Work item:
Without any pictures, output the records exactly as they are.

Extracted records:

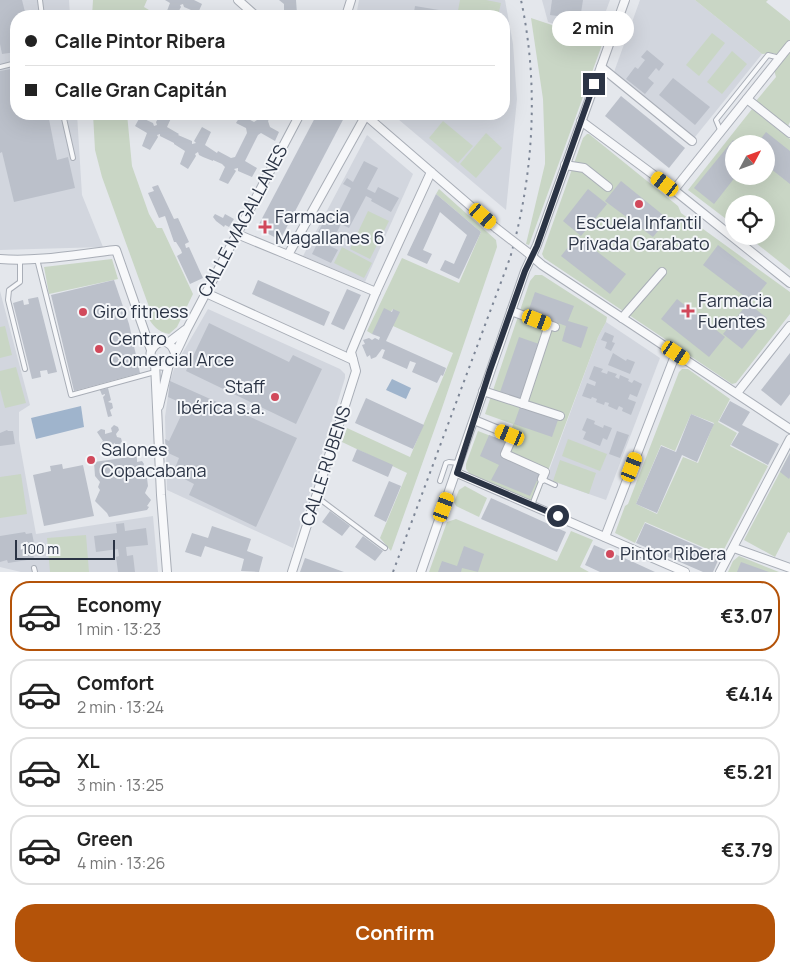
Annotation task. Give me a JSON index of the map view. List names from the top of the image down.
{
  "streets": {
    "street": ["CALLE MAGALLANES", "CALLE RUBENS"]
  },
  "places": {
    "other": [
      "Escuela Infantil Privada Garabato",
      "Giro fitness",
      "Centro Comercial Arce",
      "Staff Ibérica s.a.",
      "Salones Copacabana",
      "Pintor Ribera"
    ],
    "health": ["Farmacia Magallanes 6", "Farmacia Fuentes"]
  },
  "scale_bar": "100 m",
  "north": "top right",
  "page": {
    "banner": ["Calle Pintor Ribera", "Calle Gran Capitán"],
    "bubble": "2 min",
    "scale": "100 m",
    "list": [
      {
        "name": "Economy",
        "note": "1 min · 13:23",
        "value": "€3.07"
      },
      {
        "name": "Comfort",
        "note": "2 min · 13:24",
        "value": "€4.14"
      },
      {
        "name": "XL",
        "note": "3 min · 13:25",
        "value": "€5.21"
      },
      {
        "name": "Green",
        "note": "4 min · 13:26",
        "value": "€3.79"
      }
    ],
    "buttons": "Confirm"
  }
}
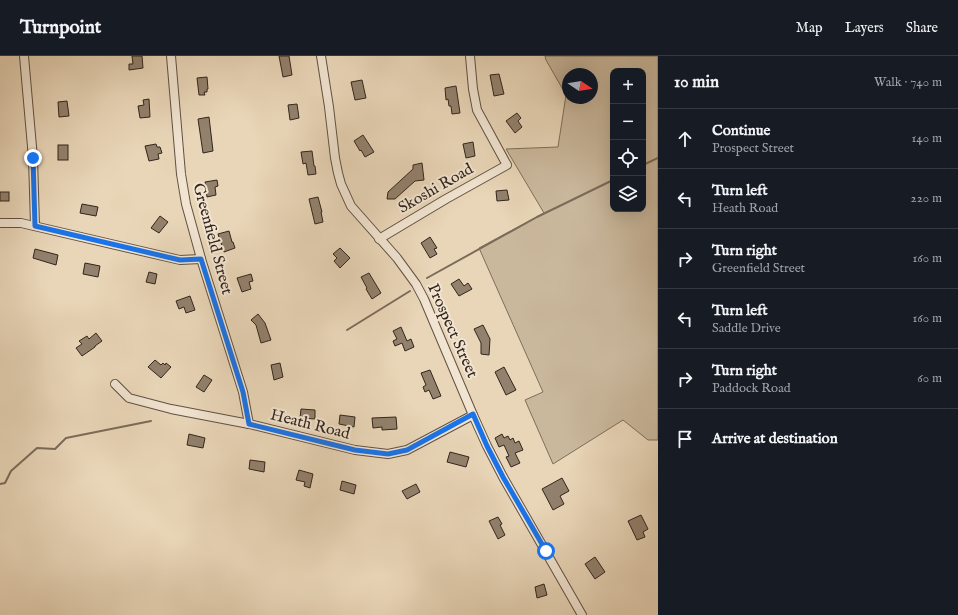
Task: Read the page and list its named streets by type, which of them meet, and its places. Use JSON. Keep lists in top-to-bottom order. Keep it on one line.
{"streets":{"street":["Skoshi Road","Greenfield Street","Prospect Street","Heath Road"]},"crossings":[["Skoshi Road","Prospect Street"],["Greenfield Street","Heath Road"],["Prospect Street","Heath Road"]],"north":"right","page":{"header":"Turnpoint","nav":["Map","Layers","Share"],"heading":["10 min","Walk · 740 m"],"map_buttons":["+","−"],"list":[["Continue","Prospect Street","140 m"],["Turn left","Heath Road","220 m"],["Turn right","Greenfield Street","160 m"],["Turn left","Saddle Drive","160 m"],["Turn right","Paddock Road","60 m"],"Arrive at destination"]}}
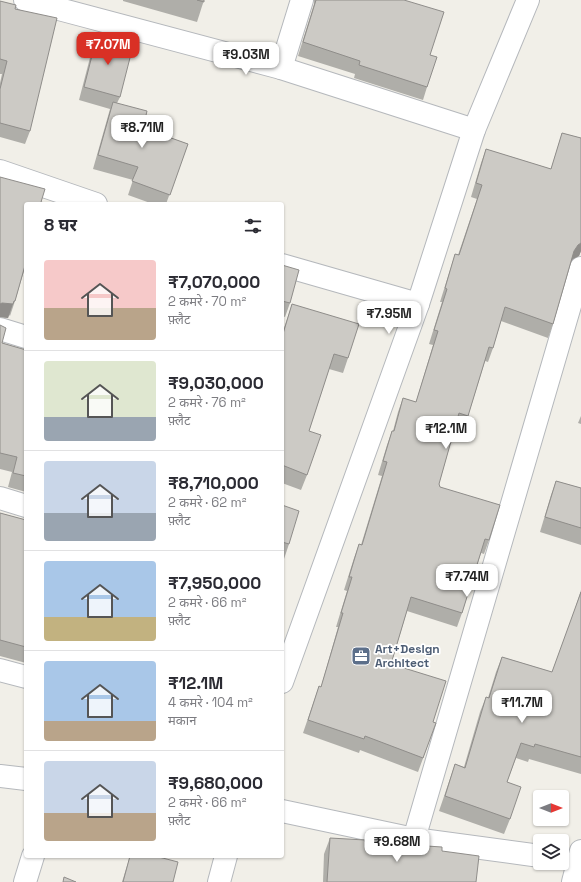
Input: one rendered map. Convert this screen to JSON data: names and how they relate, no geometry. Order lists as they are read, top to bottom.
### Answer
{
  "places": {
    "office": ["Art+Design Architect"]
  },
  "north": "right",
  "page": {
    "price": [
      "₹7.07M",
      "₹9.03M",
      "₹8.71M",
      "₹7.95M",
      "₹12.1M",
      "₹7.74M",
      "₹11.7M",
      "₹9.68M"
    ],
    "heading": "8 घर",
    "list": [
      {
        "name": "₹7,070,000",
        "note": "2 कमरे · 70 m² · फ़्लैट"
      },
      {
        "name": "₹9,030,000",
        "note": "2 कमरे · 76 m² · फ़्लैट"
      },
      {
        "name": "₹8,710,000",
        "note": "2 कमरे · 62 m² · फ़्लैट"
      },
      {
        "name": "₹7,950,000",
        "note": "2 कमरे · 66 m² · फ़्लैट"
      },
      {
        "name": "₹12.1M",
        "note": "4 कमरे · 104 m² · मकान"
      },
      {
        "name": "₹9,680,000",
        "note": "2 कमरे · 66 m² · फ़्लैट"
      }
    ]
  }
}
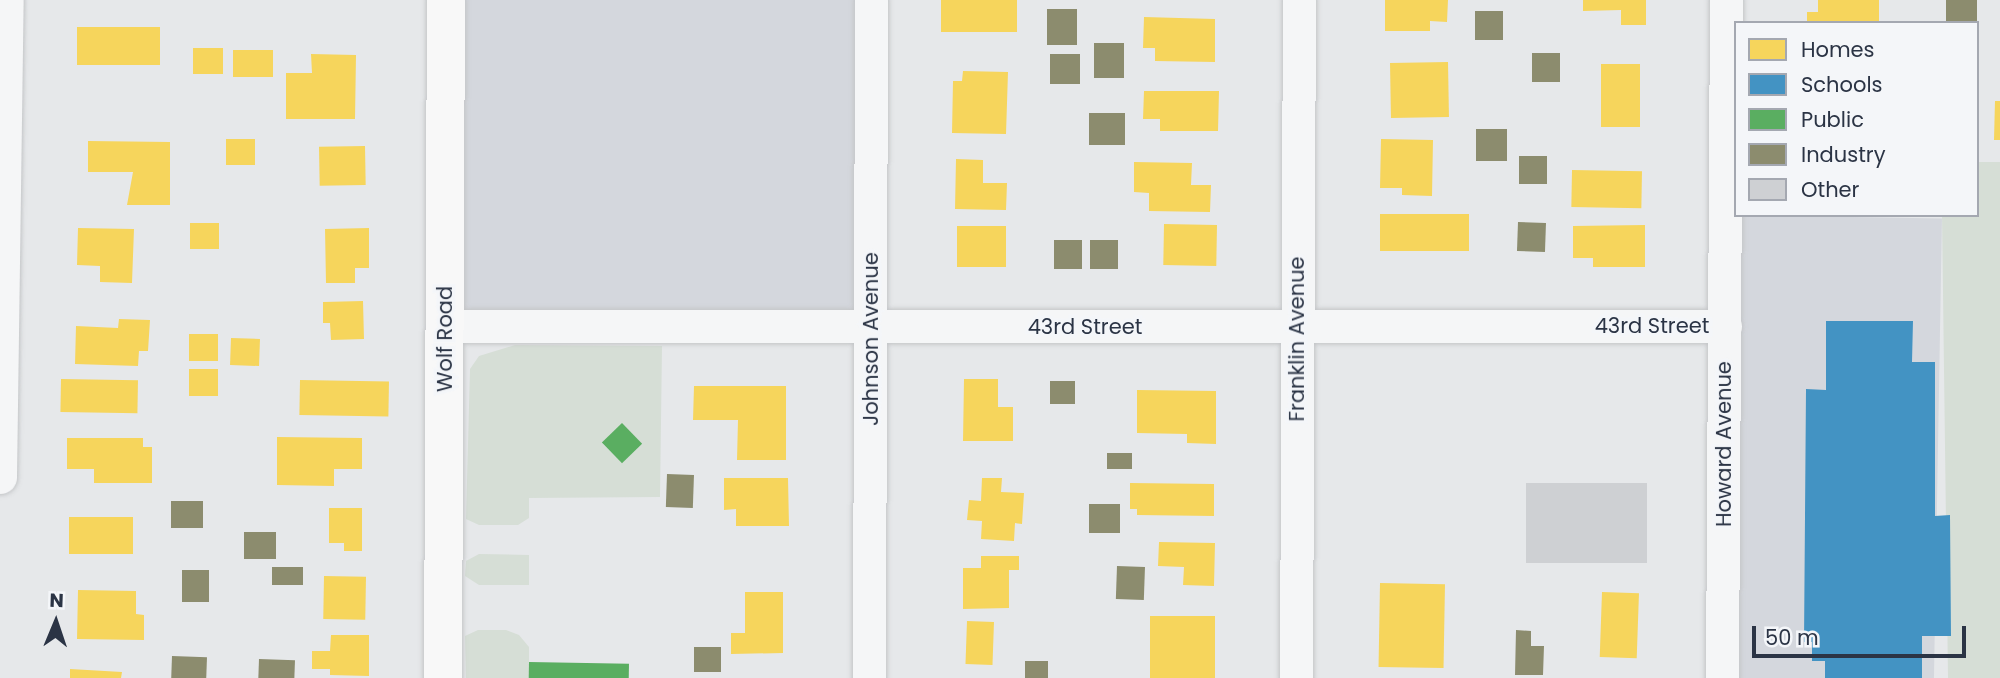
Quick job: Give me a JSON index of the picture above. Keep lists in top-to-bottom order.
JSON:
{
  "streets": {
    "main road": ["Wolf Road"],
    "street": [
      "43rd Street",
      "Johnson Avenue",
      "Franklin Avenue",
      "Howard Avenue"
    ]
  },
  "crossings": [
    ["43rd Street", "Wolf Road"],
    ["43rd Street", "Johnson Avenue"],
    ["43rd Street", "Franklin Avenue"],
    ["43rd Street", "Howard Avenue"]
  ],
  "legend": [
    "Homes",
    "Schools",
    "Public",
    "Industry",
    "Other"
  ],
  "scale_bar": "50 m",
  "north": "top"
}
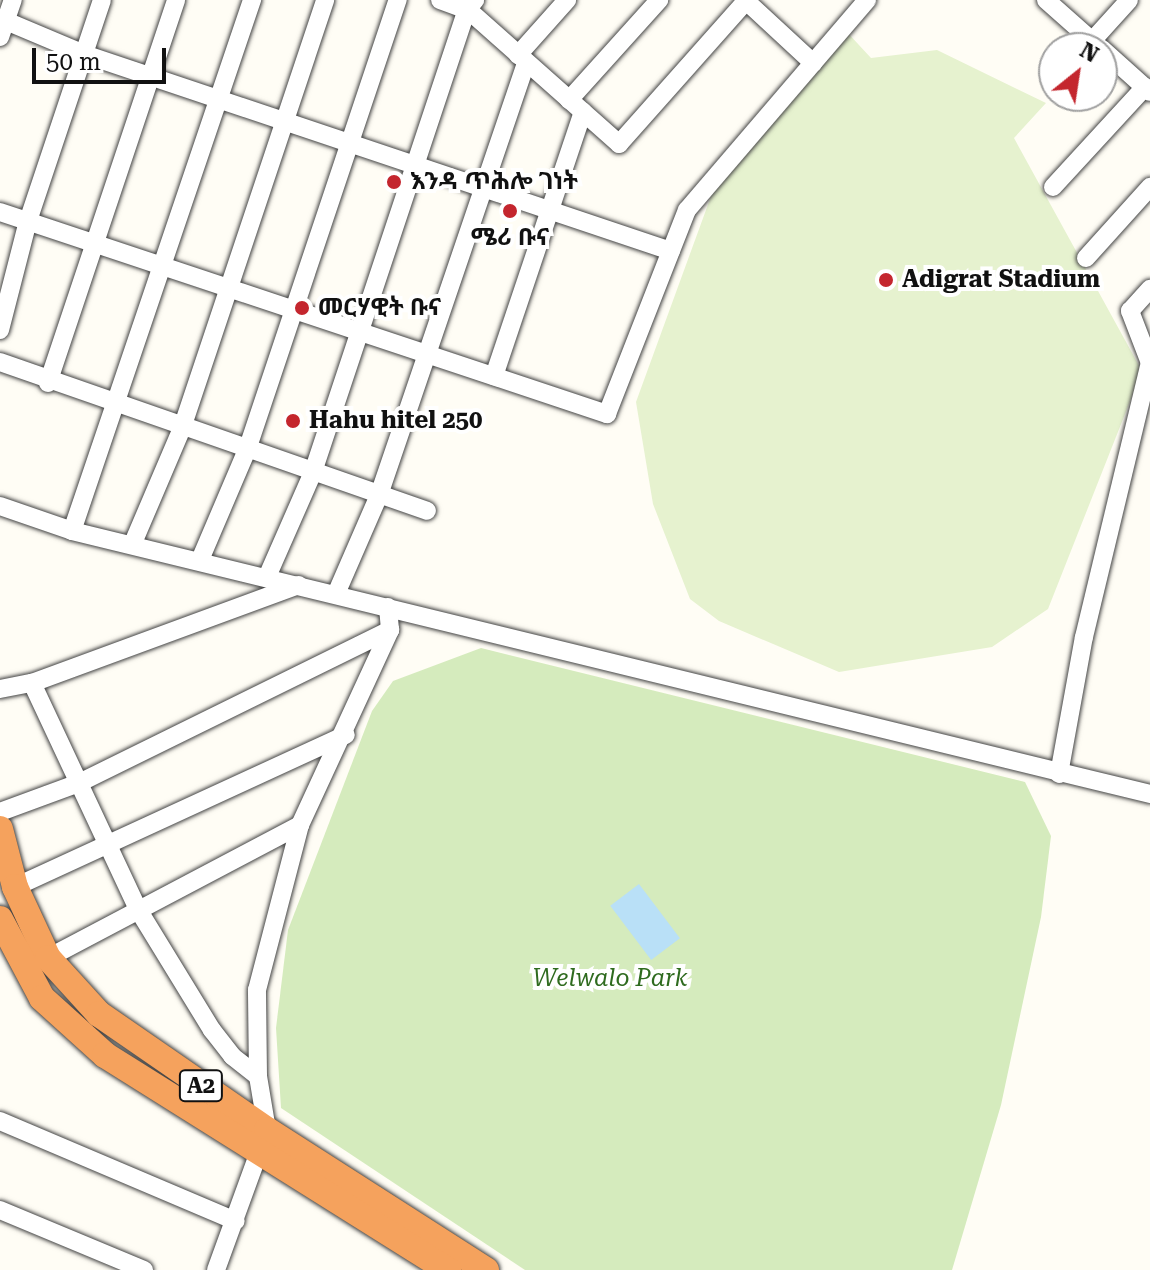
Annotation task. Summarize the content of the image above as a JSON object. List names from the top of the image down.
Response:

Expected answer:
Annotation task. Give me a JSON index of the map view. List names from the top of the image down.
{
  "streets": {
    "street": ["CALLE MAGALLANES", "CALLE RUBENS"]
  },
  "places": {
    "other": [
      "Escuela Infantil Privada Garabato",
      "Giro fitness",
      "Centro Comercial Arce",
      "Staff Ibérica s.a.",
      "Salones Copacabana",
      "Pintor Ribera"
    ],
    "health": ["Farmacia Magallanes 6", "Farmacia Fuentes"]
  },
  "scale_bar": "100 m",
  "north": "top right",
  "page": {
    "banner": ["Calle Pintor Ribera", "Calle Gran Capitán"],
    "bubble": "2 min",
    "scale": "100 m",
    "list": [
      {
        "name": "Economy",
        "note": "1 min · 13:23",
        "value": "€3.07"
      },
      {
        "name": "Comfort",
        "note": "2 min · 13:24",
        "value": "€4.14"
      },
      {
        "name": "XL",
        "note": "3 min · 13:25",
        "value": "€5.21"
      },
      {
        "name": "Green",
        "note": "4 min · 13:26",
        "value": "€3.79"
      }
    ],
    "buttons": "Confirm"
  }
}
Task: Read the page and list its named streets by type, which of them meet, and its places. Use JSON. Keep lists in top-to-bottom order. Keep it on one line.
{"streets":{"street":["Skoshi Road","Greenfield Street","Prospect Street","Heath Road"]},"crossings":[["Skoshi Road","Prospect Street"],["Greenfield Street","Heath Road"],["Prospect Street","Heath Road"]],"north":"right","page":{"header":"Turnpoint","nav":["Map","Layers","Share"],"heading":["10 min","Walk · 740 m"],"map_buttons":["+","−"],"list":[["Continue","Prospect Street","140 m"],["Turn left","Heath Road","220 m"],["Turn right","Greenfield Street","160 m"],["Turn left","Saddle Drive","160 m"],["Turn right","Paddock Road","60 m"],"Arrive at destination"]}}
Input: one rendered map. Convert this screen to JSON data: names and how they relate, no geometry. Order lists as they are read, top to bottom.
### Answer
{
  "places": {
    "office": ["Art+Design Architect"]
  },
  "north": "right",
  "page": {
    "price": [
      "₹7.07M",
      "₹9.03M",
      "₹8.71M",
      "₹7.95M",
      "₹12.1M",
      "₹7.74M",
      "₹11.7M",
      "₹9.68M"
    ],
    "heading": "8 घर",
    "list": [
      {
        "name": "₹7,070,000",
        "note": "2 कमरे · 70 m² · फ़्लैट"
      },
      {
        "name": "₹9,030,000",
        "note": "2 कमरे · 76 m² · फ़्लैट"
      },
      {
        "name": "₹8,710,000",
        "note": "2 कमरे · 62 m² · फ़्लैट"
      },
      {
        "name": "₹7,950,000",
        "note": "2 कमरे · 66 m² · फ़्लैट"
      },
      {
        "name": "₹12.1M",
        "note": "4 कमरे · 104 m² · मकान"
      },
      {
        "name": "₹9,680,000",
        "note": "2 कमरे · 66 m² · फ़्लैट"
      }
    ]
  }
}
Quick job: Give me a JSON index of the picture above. Keep lists in top-to-bottom order.
JSON:
{
  "streets": {
    "main road": ["Wolf Road"],
    "street": [
      "43rd Street",
      "Johnson Avenue",
      "Franklin Avenue",
      "Howard Avenue"
    ]
  },
  "crossings": [
    ["43rd Street", "Wolf Road"],
    ["43rd Street", "Johnson Avenue"],
    ["43rd Street", "Franklin Avenue"],
    ["43rd Street", "Howard Avenue"]
  ],
  "legend": [
    "Homes",
    "Schools",
    "Public",
    "Industry",
    "Other"
  ],
  "scale_bar": "50 m",
  "north": "top"
}
Annotation task. Summarize the content of the image above as a JSON object. List names from the top of the image down.
Response:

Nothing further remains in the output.